> What you need to do
Return exactly the lines that run from the one with "284C926 344 1041" to the last line of the entries below, both included, and nothing else.
========
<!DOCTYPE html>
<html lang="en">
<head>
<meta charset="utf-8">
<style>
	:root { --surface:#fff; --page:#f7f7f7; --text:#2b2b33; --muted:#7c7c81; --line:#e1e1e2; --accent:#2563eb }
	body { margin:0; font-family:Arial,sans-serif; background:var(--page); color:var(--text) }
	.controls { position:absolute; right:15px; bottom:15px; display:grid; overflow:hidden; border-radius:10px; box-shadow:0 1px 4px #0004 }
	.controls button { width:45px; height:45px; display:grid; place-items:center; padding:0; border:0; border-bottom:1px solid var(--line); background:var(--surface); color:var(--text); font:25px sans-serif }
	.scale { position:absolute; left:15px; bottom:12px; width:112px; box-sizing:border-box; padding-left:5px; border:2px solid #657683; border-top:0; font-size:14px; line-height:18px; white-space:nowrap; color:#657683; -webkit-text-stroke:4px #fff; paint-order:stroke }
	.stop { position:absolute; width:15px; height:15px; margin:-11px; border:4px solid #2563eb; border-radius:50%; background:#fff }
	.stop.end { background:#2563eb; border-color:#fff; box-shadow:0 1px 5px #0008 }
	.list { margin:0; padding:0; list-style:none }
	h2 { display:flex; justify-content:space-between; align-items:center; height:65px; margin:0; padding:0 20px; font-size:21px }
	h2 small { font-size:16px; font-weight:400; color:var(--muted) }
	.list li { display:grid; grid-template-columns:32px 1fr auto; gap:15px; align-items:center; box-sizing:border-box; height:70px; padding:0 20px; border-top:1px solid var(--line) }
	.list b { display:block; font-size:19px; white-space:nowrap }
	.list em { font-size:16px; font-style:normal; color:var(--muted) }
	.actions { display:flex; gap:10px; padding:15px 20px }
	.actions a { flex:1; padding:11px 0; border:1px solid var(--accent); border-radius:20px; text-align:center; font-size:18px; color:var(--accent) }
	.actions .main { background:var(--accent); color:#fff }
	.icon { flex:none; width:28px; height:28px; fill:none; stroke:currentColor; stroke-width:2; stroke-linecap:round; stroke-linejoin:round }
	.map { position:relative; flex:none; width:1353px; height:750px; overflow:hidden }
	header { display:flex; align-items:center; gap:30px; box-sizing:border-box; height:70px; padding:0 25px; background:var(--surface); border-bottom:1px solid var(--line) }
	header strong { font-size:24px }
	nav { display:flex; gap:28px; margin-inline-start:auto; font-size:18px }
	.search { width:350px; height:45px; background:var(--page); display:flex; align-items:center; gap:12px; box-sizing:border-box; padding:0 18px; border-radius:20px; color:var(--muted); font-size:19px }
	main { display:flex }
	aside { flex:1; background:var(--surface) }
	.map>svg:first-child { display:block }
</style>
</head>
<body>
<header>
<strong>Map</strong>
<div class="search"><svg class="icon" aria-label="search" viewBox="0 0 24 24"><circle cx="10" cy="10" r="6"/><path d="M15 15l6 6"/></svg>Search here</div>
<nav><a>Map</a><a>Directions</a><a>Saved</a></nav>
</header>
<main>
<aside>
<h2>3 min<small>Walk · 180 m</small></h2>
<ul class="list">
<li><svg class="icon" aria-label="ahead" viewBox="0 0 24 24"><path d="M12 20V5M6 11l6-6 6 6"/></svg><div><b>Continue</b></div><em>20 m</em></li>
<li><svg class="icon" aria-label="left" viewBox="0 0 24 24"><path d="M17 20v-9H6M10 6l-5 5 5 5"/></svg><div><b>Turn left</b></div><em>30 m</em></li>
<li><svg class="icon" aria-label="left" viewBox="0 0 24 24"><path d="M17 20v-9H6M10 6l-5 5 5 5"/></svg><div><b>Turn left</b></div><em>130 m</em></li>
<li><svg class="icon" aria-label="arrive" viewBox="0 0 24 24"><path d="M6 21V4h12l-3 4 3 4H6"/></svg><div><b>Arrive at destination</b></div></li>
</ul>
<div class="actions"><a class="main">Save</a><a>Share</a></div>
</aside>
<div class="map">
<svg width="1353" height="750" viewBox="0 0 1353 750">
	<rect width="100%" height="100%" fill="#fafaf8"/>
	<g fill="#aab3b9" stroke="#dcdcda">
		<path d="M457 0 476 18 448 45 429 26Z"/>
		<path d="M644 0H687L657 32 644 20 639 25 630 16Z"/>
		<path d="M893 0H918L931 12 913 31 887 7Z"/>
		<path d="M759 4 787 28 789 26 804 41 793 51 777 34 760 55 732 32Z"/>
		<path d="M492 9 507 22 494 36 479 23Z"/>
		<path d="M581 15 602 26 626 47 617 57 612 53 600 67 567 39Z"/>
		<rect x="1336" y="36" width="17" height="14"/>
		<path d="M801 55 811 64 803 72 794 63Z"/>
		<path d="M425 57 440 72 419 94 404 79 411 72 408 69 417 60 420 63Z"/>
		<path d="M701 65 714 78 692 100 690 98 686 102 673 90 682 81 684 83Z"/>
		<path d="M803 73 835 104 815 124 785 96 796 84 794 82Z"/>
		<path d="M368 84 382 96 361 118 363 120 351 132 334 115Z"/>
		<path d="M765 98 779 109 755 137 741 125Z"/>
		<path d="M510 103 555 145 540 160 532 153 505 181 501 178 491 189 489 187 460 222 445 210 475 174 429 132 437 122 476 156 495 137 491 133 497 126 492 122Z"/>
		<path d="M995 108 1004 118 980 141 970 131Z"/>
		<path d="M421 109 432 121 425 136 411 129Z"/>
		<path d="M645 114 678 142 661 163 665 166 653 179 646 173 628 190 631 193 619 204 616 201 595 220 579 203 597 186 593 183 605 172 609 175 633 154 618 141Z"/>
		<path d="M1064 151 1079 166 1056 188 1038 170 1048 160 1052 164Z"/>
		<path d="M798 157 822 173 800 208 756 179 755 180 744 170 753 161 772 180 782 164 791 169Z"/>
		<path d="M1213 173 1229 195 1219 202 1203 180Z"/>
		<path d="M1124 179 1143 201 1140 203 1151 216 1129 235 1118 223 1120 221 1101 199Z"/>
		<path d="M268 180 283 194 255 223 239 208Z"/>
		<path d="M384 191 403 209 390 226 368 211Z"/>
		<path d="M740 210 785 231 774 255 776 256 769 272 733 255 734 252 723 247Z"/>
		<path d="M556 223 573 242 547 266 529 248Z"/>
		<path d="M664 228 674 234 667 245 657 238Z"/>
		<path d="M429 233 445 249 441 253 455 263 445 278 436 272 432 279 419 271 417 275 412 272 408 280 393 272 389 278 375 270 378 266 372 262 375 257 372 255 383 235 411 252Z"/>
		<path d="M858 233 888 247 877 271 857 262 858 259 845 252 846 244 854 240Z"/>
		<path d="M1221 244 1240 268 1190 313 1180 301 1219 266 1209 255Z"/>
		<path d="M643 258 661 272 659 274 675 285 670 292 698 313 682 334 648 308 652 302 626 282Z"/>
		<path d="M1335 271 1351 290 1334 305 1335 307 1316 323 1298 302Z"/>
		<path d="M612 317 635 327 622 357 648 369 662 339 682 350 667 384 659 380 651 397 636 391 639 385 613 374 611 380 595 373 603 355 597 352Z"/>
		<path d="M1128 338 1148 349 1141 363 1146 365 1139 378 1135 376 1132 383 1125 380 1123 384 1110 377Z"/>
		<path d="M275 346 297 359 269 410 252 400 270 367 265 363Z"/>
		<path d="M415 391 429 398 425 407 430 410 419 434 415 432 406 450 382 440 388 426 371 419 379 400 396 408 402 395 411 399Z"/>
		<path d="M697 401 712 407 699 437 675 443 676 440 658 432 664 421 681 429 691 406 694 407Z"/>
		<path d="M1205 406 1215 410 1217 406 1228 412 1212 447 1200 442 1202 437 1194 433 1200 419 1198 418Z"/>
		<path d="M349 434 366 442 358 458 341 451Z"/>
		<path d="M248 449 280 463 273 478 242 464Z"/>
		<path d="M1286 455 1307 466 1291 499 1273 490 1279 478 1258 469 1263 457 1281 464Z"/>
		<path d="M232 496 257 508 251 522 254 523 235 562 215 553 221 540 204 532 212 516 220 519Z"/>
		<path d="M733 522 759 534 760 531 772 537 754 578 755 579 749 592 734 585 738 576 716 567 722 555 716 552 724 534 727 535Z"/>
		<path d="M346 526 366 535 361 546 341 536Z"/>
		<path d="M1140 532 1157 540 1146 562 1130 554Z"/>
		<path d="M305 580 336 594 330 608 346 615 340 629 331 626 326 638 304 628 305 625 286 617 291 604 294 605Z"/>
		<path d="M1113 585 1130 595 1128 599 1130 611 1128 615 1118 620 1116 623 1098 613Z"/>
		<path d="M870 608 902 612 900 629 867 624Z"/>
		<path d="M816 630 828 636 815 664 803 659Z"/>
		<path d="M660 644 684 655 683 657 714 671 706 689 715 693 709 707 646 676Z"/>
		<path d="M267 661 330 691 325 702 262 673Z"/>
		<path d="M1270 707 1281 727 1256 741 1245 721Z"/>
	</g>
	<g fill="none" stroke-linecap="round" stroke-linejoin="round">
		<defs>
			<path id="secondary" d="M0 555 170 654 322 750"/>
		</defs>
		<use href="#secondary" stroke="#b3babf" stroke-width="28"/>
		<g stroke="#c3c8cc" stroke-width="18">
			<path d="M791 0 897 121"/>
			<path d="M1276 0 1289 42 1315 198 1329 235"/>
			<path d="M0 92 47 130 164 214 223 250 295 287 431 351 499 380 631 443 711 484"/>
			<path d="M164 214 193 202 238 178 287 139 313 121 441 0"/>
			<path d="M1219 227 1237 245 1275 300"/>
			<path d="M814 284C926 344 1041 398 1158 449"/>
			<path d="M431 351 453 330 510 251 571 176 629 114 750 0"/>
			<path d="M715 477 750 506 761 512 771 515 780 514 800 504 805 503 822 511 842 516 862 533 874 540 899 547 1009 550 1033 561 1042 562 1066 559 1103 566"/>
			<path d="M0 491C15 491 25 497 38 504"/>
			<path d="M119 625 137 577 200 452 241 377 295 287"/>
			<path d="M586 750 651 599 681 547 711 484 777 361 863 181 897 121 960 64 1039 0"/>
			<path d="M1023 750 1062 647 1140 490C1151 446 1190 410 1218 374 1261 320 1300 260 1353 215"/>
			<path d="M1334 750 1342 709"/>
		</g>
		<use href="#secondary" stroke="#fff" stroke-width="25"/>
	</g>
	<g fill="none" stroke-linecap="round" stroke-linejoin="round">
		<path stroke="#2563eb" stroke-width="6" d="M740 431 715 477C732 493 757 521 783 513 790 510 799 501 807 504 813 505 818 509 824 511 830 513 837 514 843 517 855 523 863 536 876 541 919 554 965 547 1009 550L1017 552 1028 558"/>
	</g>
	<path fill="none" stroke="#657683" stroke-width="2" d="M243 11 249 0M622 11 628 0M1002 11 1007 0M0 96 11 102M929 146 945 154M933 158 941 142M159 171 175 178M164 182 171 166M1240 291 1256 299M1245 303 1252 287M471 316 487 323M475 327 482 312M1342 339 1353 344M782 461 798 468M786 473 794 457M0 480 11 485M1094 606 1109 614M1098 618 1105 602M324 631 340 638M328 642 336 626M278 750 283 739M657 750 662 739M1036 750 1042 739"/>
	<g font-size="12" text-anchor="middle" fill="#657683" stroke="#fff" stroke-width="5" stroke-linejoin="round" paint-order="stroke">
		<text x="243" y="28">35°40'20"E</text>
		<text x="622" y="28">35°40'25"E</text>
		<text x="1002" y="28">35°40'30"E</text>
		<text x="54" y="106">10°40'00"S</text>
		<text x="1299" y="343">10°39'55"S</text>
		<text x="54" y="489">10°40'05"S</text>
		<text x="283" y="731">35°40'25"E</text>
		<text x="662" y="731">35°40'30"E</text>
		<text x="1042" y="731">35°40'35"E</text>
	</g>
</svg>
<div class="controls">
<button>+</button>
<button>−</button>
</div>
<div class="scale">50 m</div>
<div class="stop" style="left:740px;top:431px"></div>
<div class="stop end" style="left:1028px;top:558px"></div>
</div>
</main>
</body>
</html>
========
> Answer section
			<path d="M814 284C926 344 1041 398 1158 449"/>
			<path d="M431 351 453 330 510 251 571 176 629 114 750 0"/>
			<path d="M715 477 750 506 761 512 771 515 780 514 800 504 805 503 822 511 842 516 862 533 874 540 899 547 1009 550 1033 561 1042 562 1066 559 1103 566"/>
			<path d="M0 491C15 491 25 497 38 504"/>
			<path d="M119 625 137 577 200 452 241 377 295 287"/>
			<path d="M586 750 651 599 681 547 711 484 777 361 863 181 897 121 960 64 1039 0"/>
			<path d="M1023 750 1062 647 1140 490C1151 446 1190 410 1218 374 1261 320 1300 260 1353 215"/>
			<path d="M1334 750 1342 709"/>
		</g>
		<use href="#secondary" stroke="#fff" stroke-width="25"/>
	</g>
	<g fill="none" stroke-linecap="round" stroke-linejoin="round">
		<path stroke="#2563eb" stroke-width="6" d="M740 431 715 477C732 493 757 521 783 513 790 510 799 501 807 504 813 505 818 509 824 511 830 513 837 514 843 517 855 523 863 536 876 541 919 554 965 547 1009 550L1017 552 1028 558"/>
	</g>
	<path fill="none" stroke="#657683" stroke-width="2" d="M243 11 249 0M622 11 628 0M1002 11 1007 0M0 96 11 102M929 146 945 154M933 158 941 142M159 171 175 178M164 182 171 166M1240 291 1256 299M1245 303 1252 287M471 316 487 323M475 327 482 312M1342 339 1353 344M782 461 798 468M786 473 794 457M0 480 11 485M1094 606 1109 614M1098 618 1105 602M324 631 340 638M328 642 336 626M278 750 283 739M657 750 662 739M1036 750 1042 739"/>
	<g font-size="12" text-anchor="middle" fill="#657683" stroke="#fff" stroke-width="5" stroke-linejoin="round" paint-order="stroke">
		<text x="243" y="28">35°40'20"E</text>
		<text x="622" y="28">35°40'25"E</text>
		<text x="1002" y="28">35°40'30"E</text>
		<text x="54" y="106">10°40'00"S</text>
		<text x="1299" y="343">10°39'55"S</text>
		<text x="54" y="489">10°40'05"S</text>
		<text x="283" y="731">35°40'25"E</text>
		<text x="662" y="731">35°40'30"E</text>
		<text x="1042" y="731">35°40'35"E</text>
	</g>
</svg>
<div class="controls">
<button>+</button>
<button>−</button>
</div>
<div class="scale">50 m</div>
<div class="stop" style="left:740px;top:431px"></div>
<div class="stop end" style="left:1028px;top:558px"></div>
</div>
</main>
</body>
</html>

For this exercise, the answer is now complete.